Hibari, permaneció quieto, observando como Mukuro su enemigo más grande que hay en el mundo, se ocupa del herido Tsunayoshi. Observo la espalda de Mukuro alejarse, después bajo la mirada donde varias gotas de sangre cubrían la verde hierba.
Clòe la enfermera de la academia casi muere del susto, cuando Mukuro entro con la escalofriante mascara de demonio a la habitación, pero rápido se recuperó cuando vio al chico que traía en sus brazos sangrando. Clòe, es una mujer de edad encantadora, de piernas pequeñas regordetas, con hilos de plata en su cabeza.
La mujer mayor pidió enseguida acomodar en una de las camillas a Tsunayoshi, mientras ella alistaba todo lo necesario para la curación. Tsuna cansado, de dolor y de la falta de sueño termino profundamente dormido, en medio de la curación que daba la vieja enfermera.
Después que ella término, se marchó y solo quedo Mukuro en la habitación con Tsuna que dormía. Clòe, dijo que Tsuna no se rompió la nariz, para alivio de todos, tenía vendajes en sus brazos. Mukuro observo que, aunque Tsuna estaba herido seguía siendo hermoso, lo observo por largo minutos, como si estuviera memorizando cada poro del cuerpo de Tsunayoshi.
Una sonrisa que rara vez se ven en su rostro, apareció. Era sincera y tierna, pasó sus largos dedos por el cabello castaño y lo volvió a besar como lo hizo la primera vez. Luego con sus dedos siguió recorriendo el rostro, piel suave como la de un bebe, era exquisita para el tacto, se detuvo en los labios color rojo suave y regordetes que estaban entre abiertos.

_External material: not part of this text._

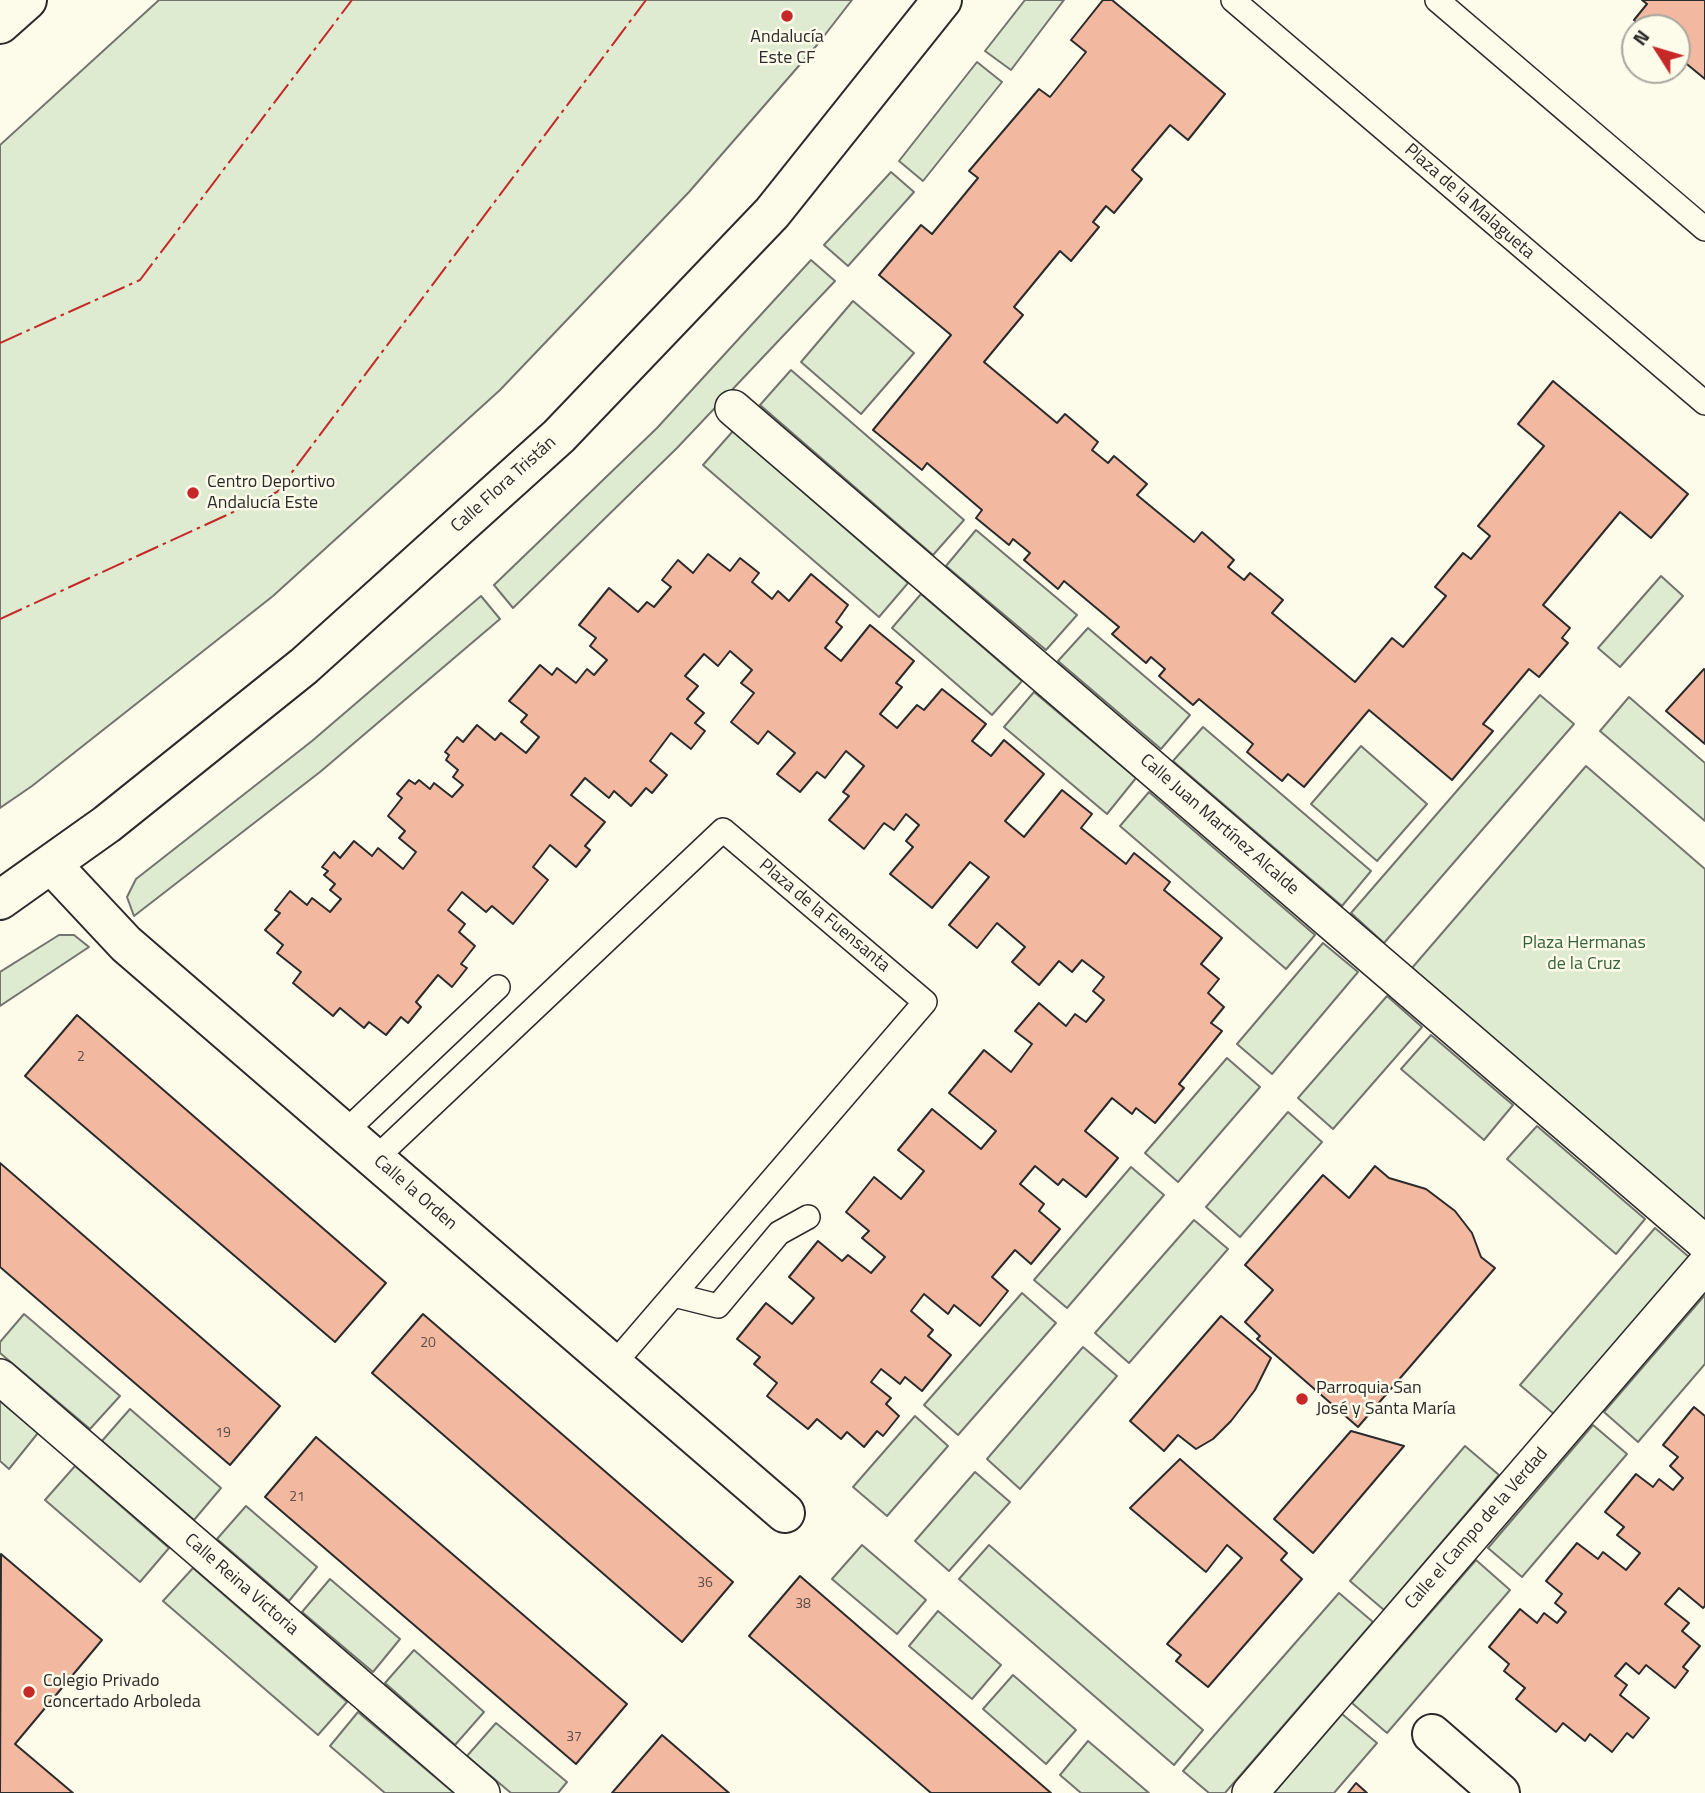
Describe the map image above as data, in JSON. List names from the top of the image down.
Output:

Tsunayoshi soltó un suspiro de satisfacción, mas fue como un ronroneo. Mukuro no pudo evitar una sonrisa amorosa, se acercó al rostro de Tsuna, siendo atacado por la fragancia dulce que provenía del cuerpo del moreno. A unos cuantos centímetros de los labios de Tsuna, se arrepintió y termino dando un beso delicado, como si fuera el toque de una pluma deposito su beso en la frente.
Dio una última mirada, y salió de la habitación tenía otras cosas que hacer, como castigar a Fran o molestar Xanxus y provocar la apocalipsis en su club. Sin darse cuenta, que sus acciones fueron vistas por otras personas. La enfermería, estaba frente al edificio principal, donde se encontraba la oficina del director. Los ojos del color de cielo, miraron intensamente la escena; no se perdió ningún detalle de lo que sucedió en esas cuatro paredes. Hibari entre las sombras observo también, con gran atención los hechos. Tanto Giotto como Hibari reanudaron sus actividades y tratando de olvidar aquella escena intima que presenciaron.
Dure tanto en actualizar, lo siento mucho. He estado mas concentrada escribiendo sobre mi otro fic, que al final descuide este. También estado leyendo Feng Yu Jiu Tian, esta tan buena esta novela china, que en una semana me he leído ya seis volúmenes. Se las recomiendo, es muy buena.